Recursive Resemblance
Briefly

Recursive Resemblance
"As AI-generated content increasingly floods the Web, the concern is that these models will train on their own output, favoring similarities that are more likely to reappear at the expense of less common, more marginal elements in the original training set. The problem is not simply that the dominant content will begin to crowd out more diverse outliers, but that the recursive training on a finite sample size will introduce increasingly improbable sequences."
"Model collapse is the result of random probability distribution run amok in a kind of machinic death drive. Generative AI may be new—even if its novelty lies in vampiric schemes of intellectual property extraction and ecocide—but the underlying principle of representation grounded in conditions of probability is as old as the Western concept of representation itself."
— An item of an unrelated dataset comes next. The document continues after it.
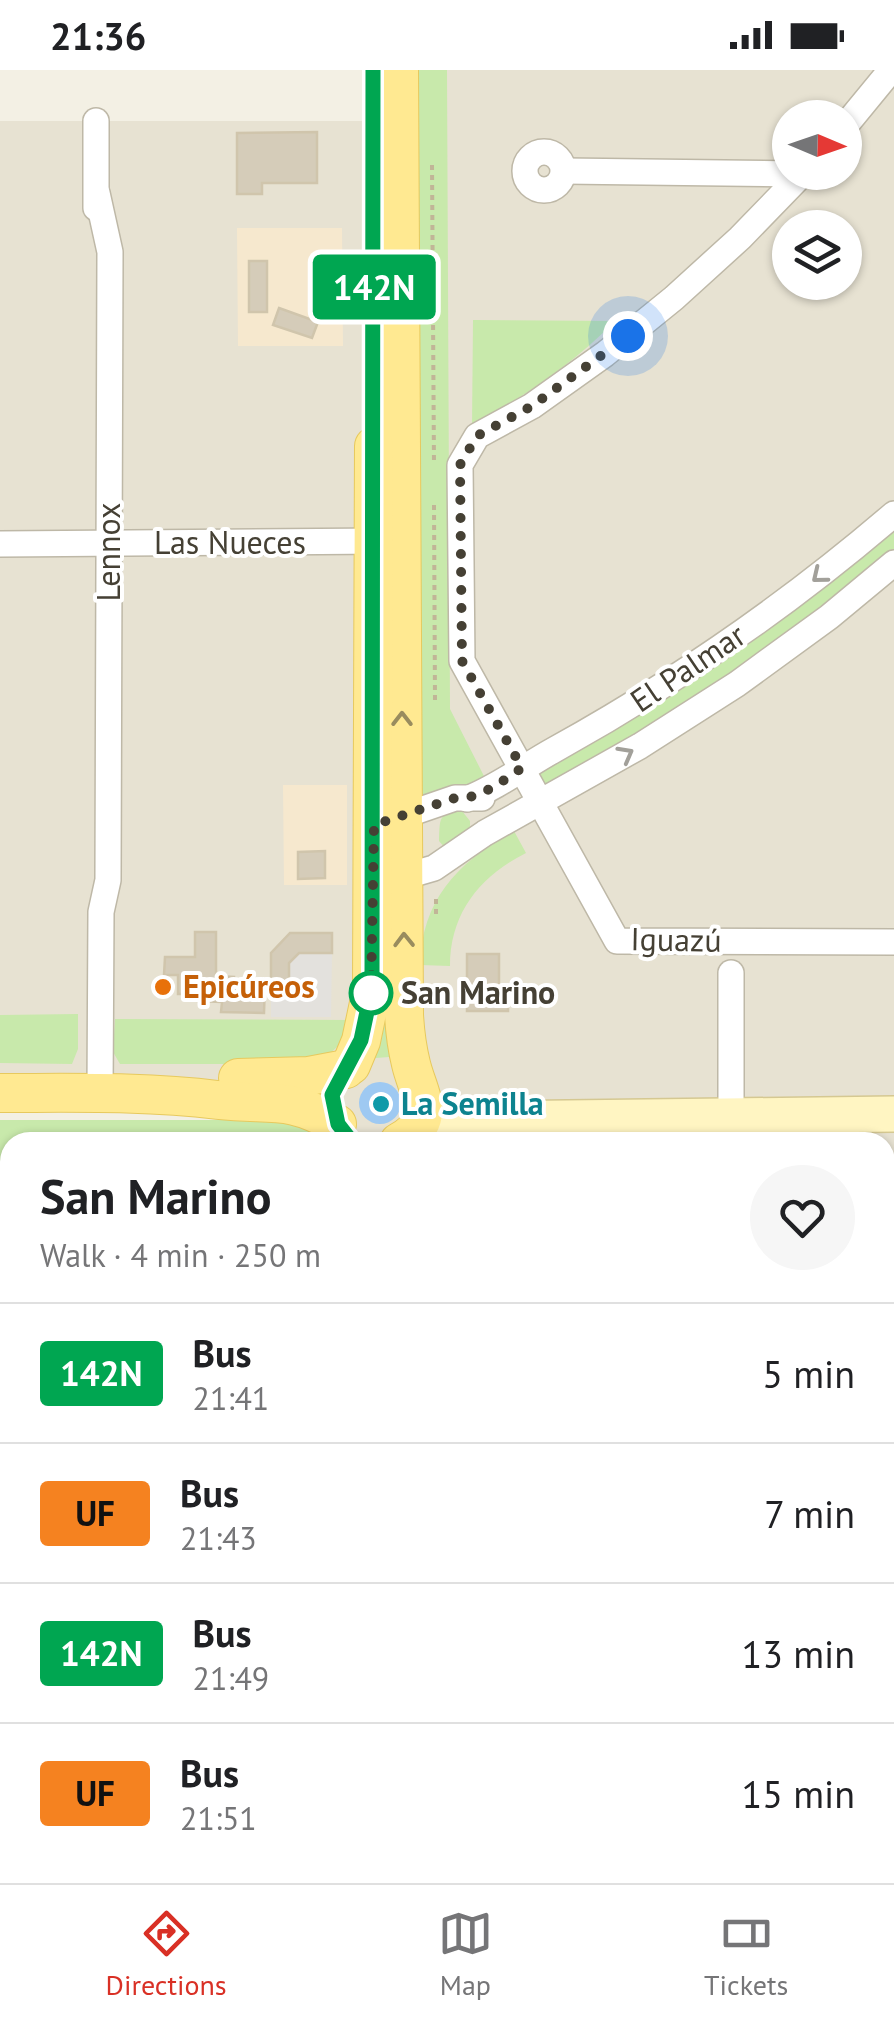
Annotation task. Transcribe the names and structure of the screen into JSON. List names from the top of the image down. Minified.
{"streets":{"street":["Las Nueces","Lennox","El Palmar","Iguazú"]},"crossings":[["Las Nueces","Lennox"],["El Palmar","Iguazú"]],"places":["Epicúreos","San Marino","La Semilla"],"lines":["bus line 142N"],"north":"right","page":{"status":"21:36","on_map":"142N","heading":["San Marino","Walk · 4 min · 250 m"],"list":[{"mark":"142N","name":"Bus","note":"21:41","value":"5 min"},{"mark":"UF","name":"Bus","note":"21:43","value":"7 min"},{"mark":"142N","name":"Bus","note":"21:49","value":"13 min"},{"mark":"UF","name":"Bus","note":"21:51","value":"15 min"}],"tabs":["Directions","Map","Tickets"]}}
Generative AI models trained on massive datasets face a critical threat called model collapse. As AI-generated content proliferates online, these models increasingly train on their own output rather than original data. This recursive training on finite samples favors dominant patterns while eliminating diverse, marginal elements. The result extends beyond simple degradation; it creates compounding approximation errors and statistically improbable sequences that degrade model quality. This phenomenon reflects deeper historical principles about representation grounded in probability, connecting modern AI challenges to ancient concepts of mimesis and eikōn that governed how humans understood imitation and likeness.